[Records excerpted from a collection]
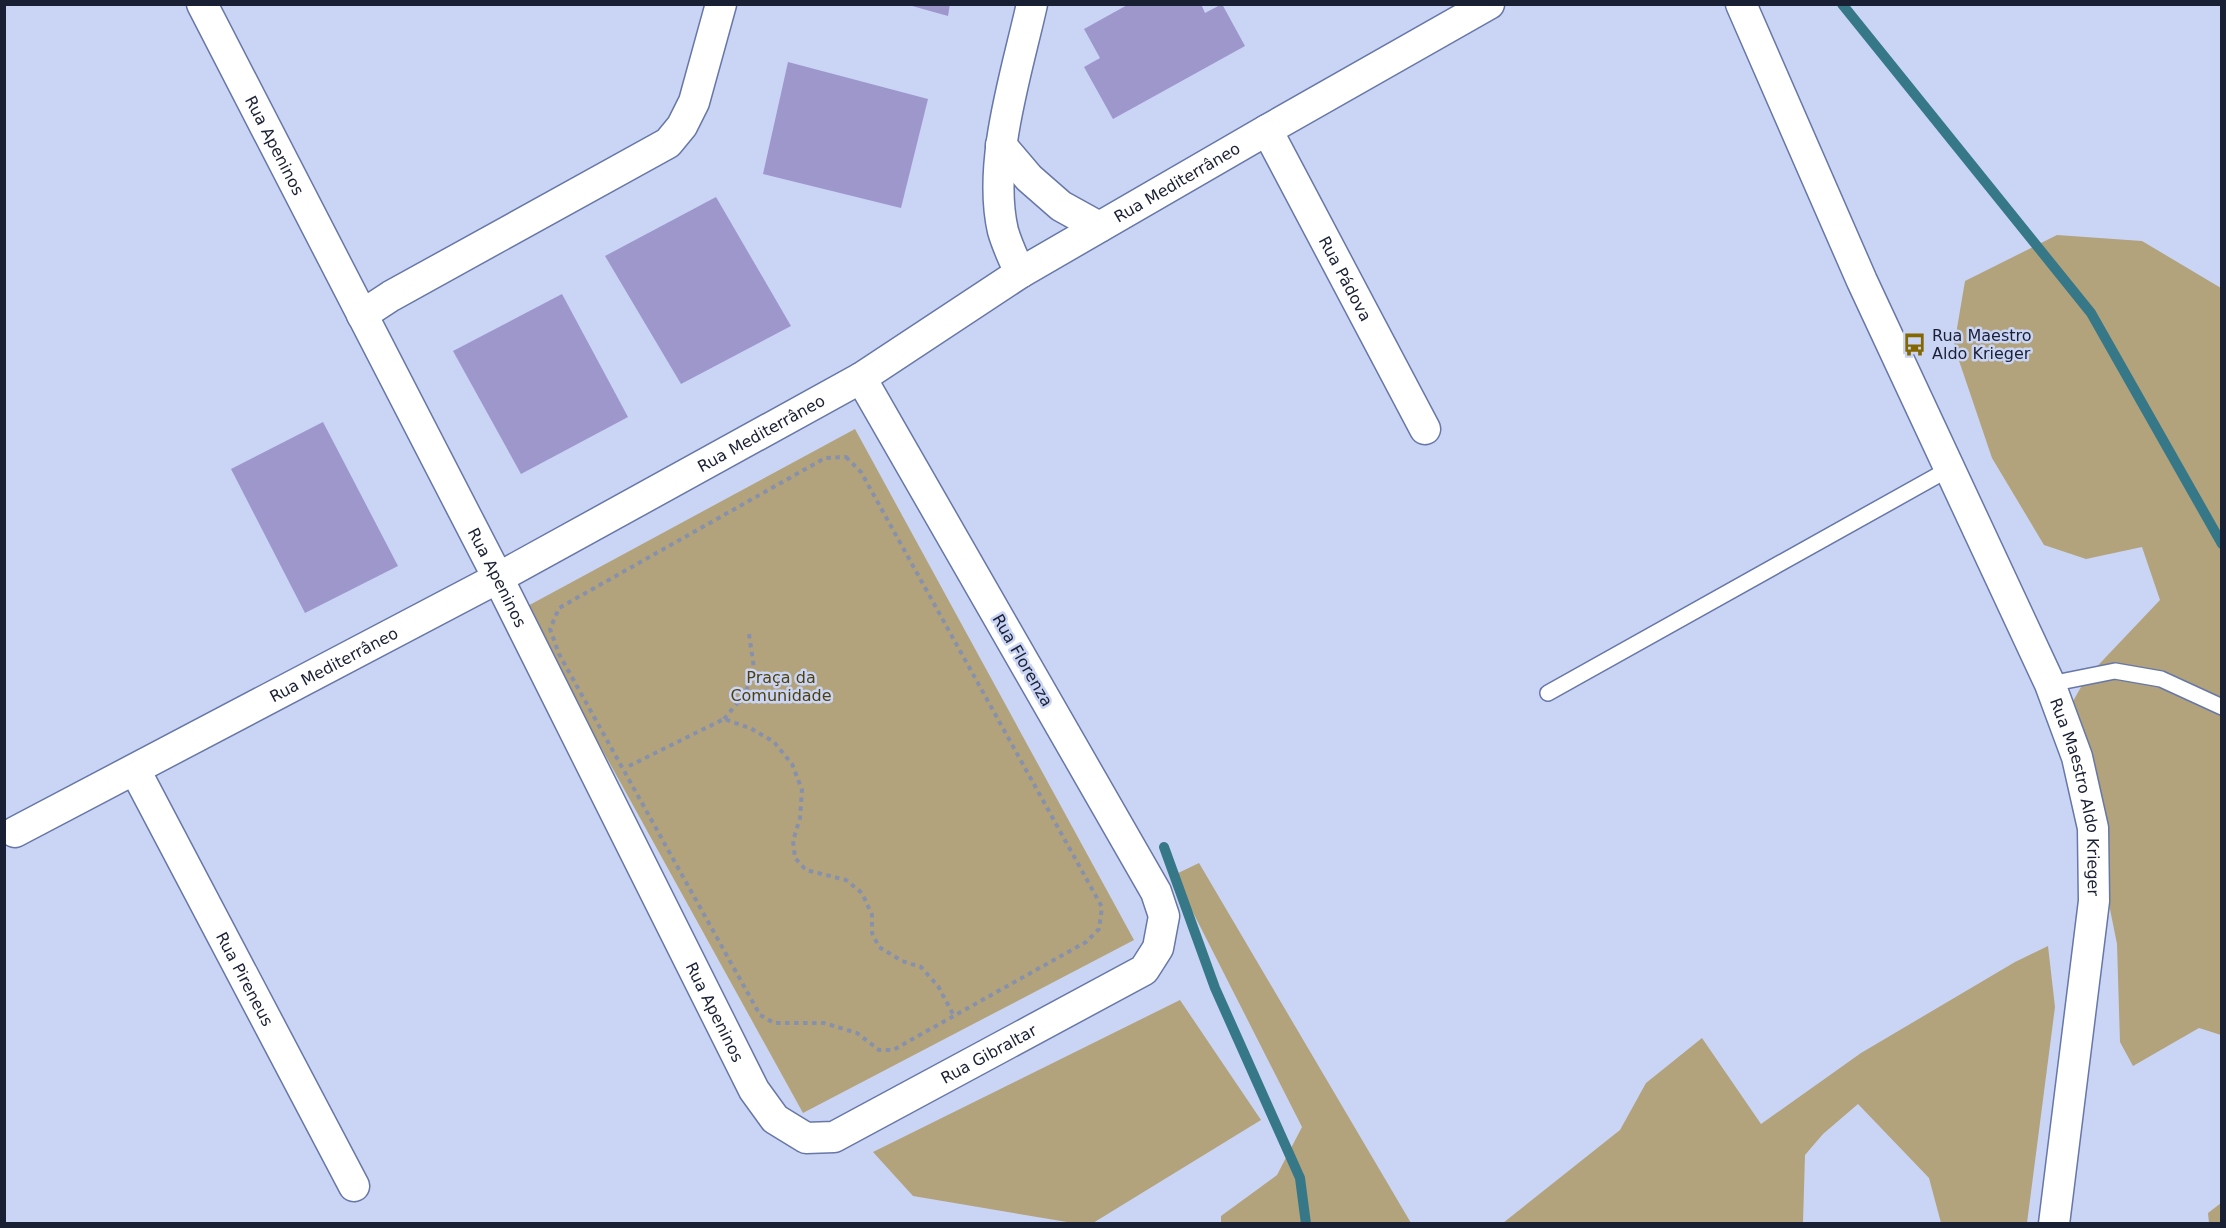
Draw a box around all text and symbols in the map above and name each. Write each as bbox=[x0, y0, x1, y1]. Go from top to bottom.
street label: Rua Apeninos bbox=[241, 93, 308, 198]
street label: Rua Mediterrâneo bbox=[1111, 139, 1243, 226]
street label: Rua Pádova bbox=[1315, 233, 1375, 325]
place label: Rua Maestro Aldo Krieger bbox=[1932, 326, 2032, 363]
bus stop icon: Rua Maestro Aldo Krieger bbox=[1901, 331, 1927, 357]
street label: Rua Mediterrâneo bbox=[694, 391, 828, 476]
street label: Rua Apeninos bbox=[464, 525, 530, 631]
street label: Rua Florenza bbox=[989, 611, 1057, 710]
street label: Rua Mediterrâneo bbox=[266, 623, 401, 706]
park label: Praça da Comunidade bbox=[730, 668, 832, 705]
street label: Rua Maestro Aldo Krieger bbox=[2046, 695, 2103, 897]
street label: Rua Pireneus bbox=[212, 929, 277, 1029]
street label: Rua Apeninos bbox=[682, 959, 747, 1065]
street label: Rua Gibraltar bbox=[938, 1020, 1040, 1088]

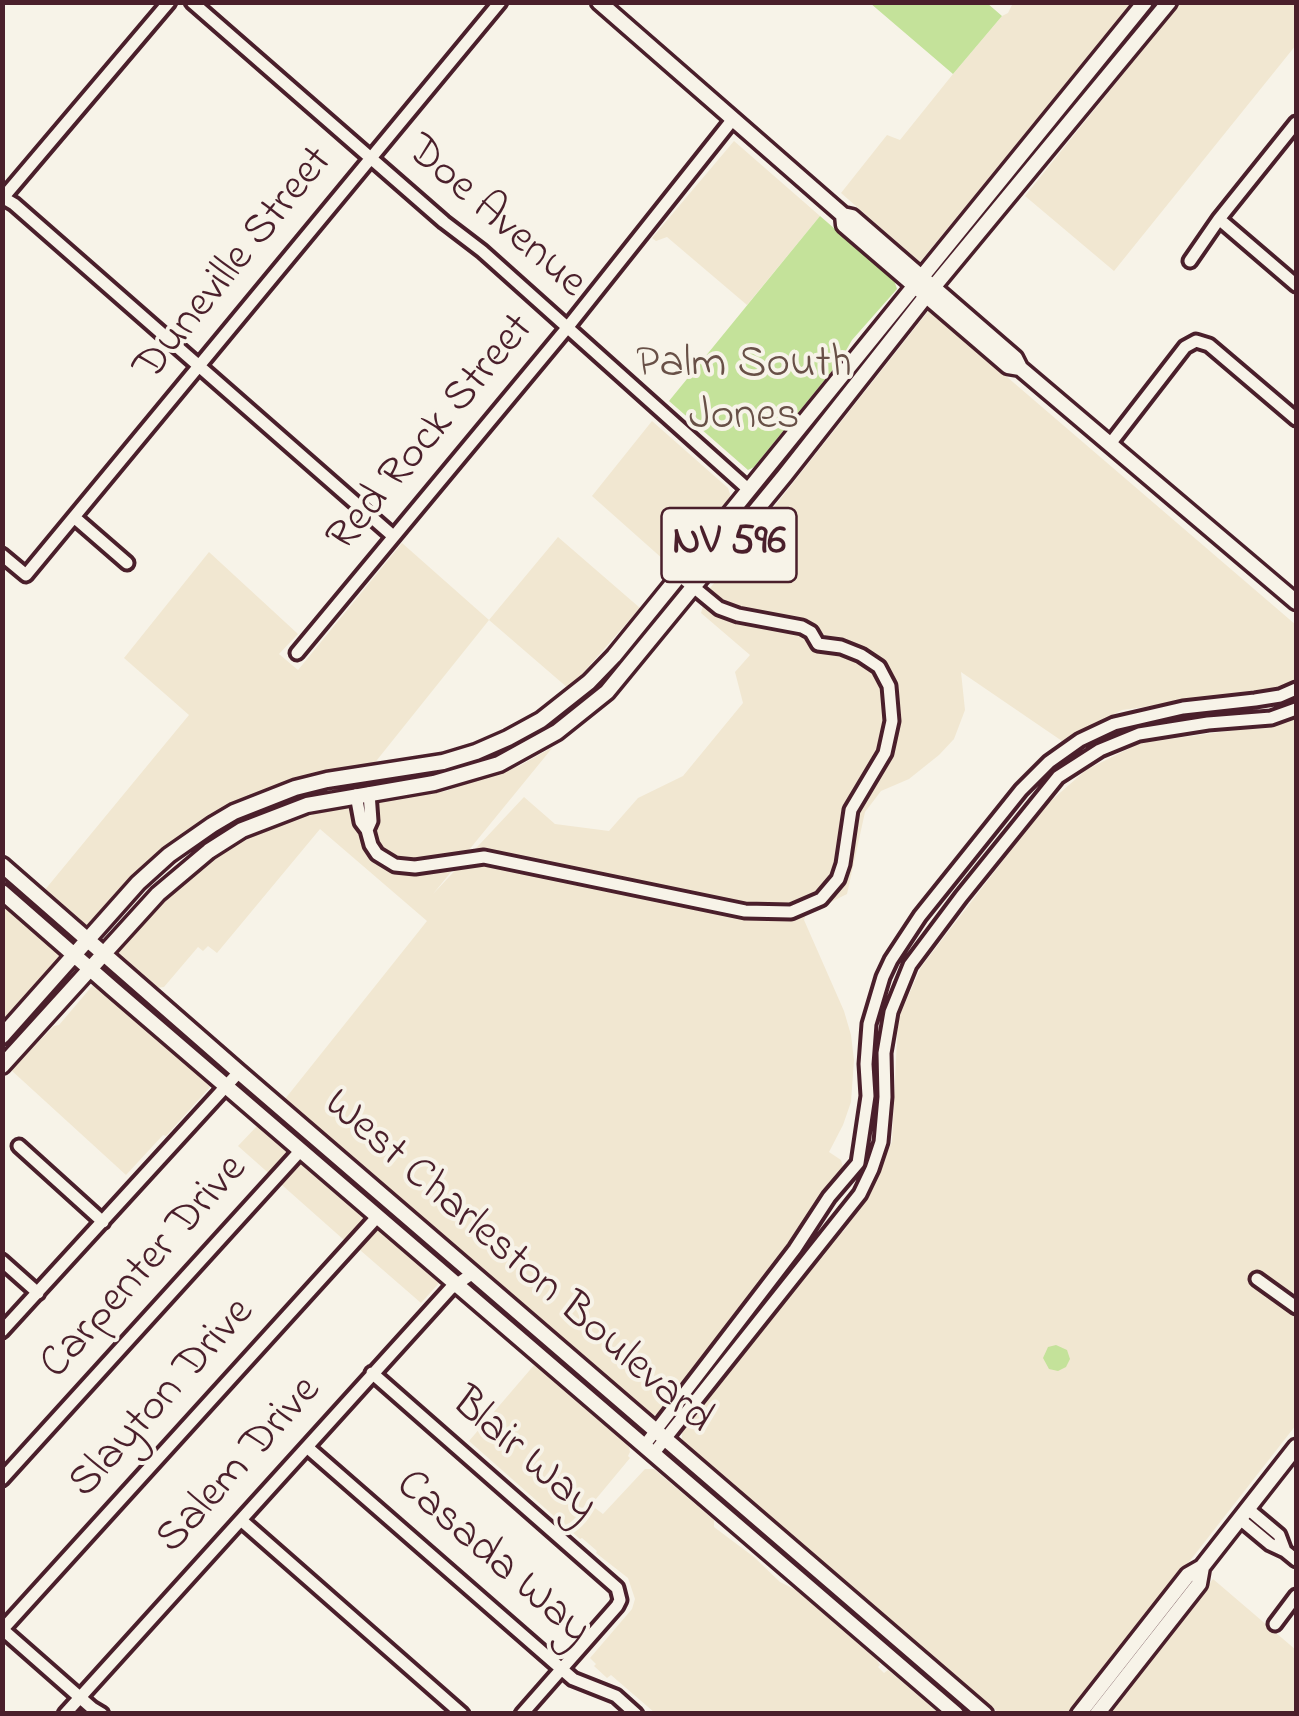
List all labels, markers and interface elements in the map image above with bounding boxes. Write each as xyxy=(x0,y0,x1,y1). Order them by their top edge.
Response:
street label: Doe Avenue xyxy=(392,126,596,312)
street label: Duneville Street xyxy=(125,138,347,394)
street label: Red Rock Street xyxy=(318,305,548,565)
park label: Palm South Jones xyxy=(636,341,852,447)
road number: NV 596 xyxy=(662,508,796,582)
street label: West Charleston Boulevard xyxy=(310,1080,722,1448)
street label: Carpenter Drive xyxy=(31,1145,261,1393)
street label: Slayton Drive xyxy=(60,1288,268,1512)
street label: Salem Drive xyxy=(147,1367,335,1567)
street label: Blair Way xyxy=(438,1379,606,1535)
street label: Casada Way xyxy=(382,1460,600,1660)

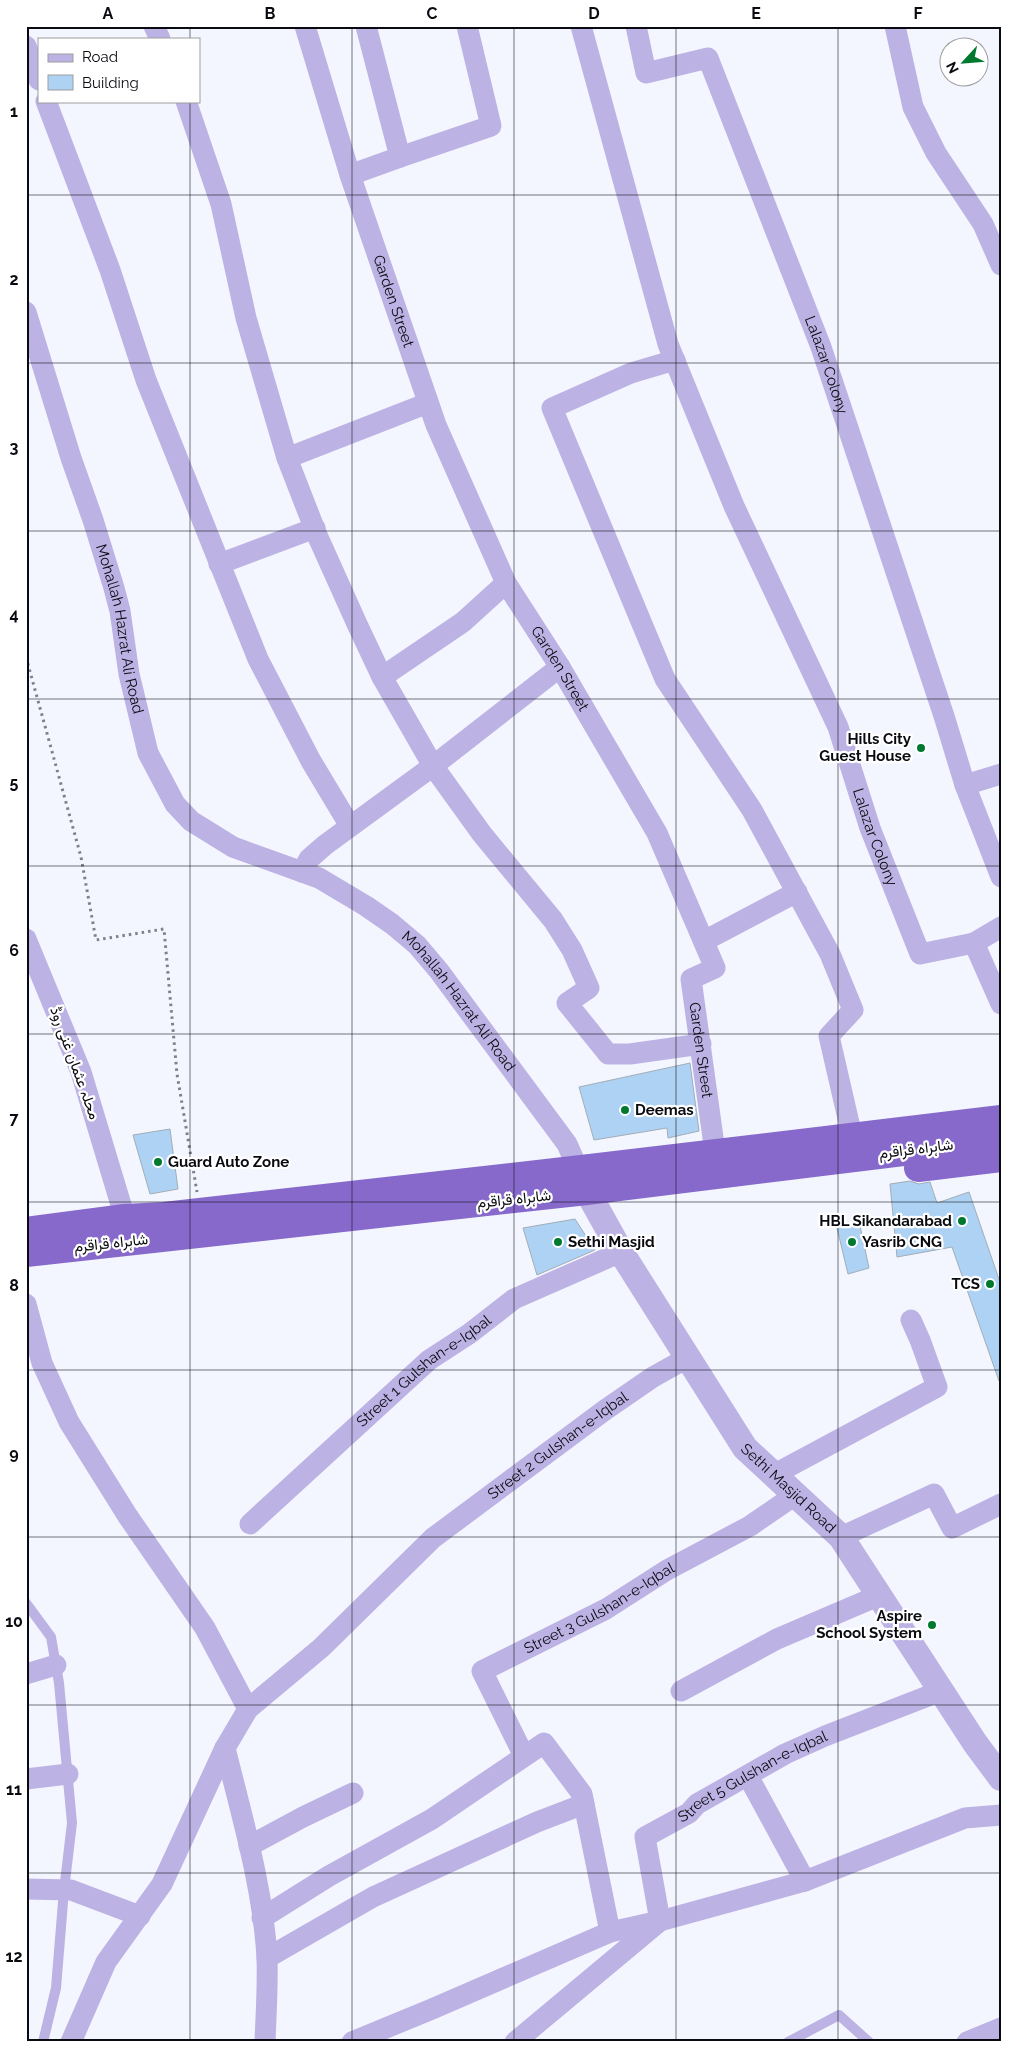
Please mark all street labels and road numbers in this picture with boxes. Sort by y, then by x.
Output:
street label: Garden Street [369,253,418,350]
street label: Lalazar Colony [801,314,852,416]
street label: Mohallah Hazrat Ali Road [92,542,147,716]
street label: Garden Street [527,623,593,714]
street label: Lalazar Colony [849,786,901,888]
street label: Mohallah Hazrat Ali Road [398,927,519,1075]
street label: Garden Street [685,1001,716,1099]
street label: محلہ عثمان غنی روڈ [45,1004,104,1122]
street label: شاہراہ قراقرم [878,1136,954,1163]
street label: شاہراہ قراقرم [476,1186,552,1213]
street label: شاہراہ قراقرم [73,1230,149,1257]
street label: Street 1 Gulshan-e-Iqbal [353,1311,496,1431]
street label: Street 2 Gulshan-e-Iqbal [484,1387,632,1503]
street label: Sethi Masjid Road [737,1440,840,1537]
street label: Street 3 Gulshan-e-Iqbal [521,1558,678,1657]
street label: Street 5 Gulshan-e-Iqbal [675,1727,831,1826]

▸ What to produce:
Every record above should come back exactly, but without its pictures.

▸ Completed exercise:
Draw a box around all text and symbols in the map above and name each. Write each as bbox=[x0, y0, x1, y1]. Go from top to bottom.
street label: Rua Apeninos bbox=[241, 93, 308, 198]
street label: Rua Mediterrâneo bbox=[1111, 139, 1243, 226]
street label: Rua Pádova bbox=[1315, 233, 1375, 325]
place label: Rua Maestro Aldo Krieger bbox=[1932, 326, 2032, 363]
bus stop icon: Rua Maestro Aldo Krieger bbox=[1901, 331, 1927, 357]
street label: Rua Mediterrâneo bbox=[694, 391, 828, 476]
street label: Rua Apeninos bbox=[464, 525, 530, 631]
street label: Rua Florenza bbox=[989, 611, 1057, 710]
street label: Rua Mediterrâneo bbox=[266, 623, 401, 706]
park label: Praça da Comunidade bbox=[730, 668, 832, 705]
street label: Rua Maestro Aldo Krieger bbox=[2046, 695, 2103, 897]
street label: Rua Pireneus bbox=[212, 929, 277, 1029]
street label: Rua Apeninos bbox=[682, 959, 747, 1065]
street label: Rua Gibraltar bbox=[938, 1020, 1040, 1088]

List all labels, markers and interface elements in the map image above with bounding boxes. Write each as xyxy=(x0,y0,x1,y1). Order them by their top edge.
Response:
street label: Doe Avenue xyxy=(392,126,596,312)
street label: Duneville Street xyxy=(125,138,347,394)
street label: Red Rock Street xyxy=(318,305,548,565)
park label: Palm South Jones xyxy=(636,341,852,447)
road number: NV 596 xyxy=(662,508,796,582)
street label: West Charleston Boulevard xyxy=(310,1080,722,1448)
street label: Carpenter Drive xyxy=(31,1145,261,1393)
street label: Slayton Drive xyxy=(60,1288,268,1512)
street label: Salem Drive xyxy=(147,1367,335,1567)
street label: Blair Way xyxy=(438,1379,606,1535)
street label: Casada Way xyxy=(382,1460,600,1660)

Please mark all street labels and road numbers in this picture with boxes. Sort by y, then by x.
Output:
street label: Garden Street [369,253,418,350]
street label: Lalazar Colony [801,314,852,416]
street label: Mohallah Hazrat Ali Road [92,542,147,716]
street label: Garden Street [527,623,593,714]
street label: Lalazar Colony [849,786,901,888]
street label: Mohallah Hazrat Ali Road [398,927,519,1075]
street label: Garden Street [685,1001,716,1099]
street label: محلہ عثمان غنی روڈ [45,1004,104,1122]
street label: شاہراہ قراقرم [878,1136,954,1163]
street label: شاہراہ قراقرم [476,1186,552,1213]
street label: شاہراہ قراقرم [73,1230,149,1257]
street label: Street 1 Gulshan-e-Iqbal [353,1311,496,1431]
street label: Street 2 Gulshan-e-Iqbal [484,1387,632,1503]
street label: Sethi Masjid Road [737,1440,840,1537]
street label: Street 3 Gulshan-e-Iqbal [521,1558,678,1657]
street label: Street 5 Gulshan-e-Iqbal [675,1727,831,1826]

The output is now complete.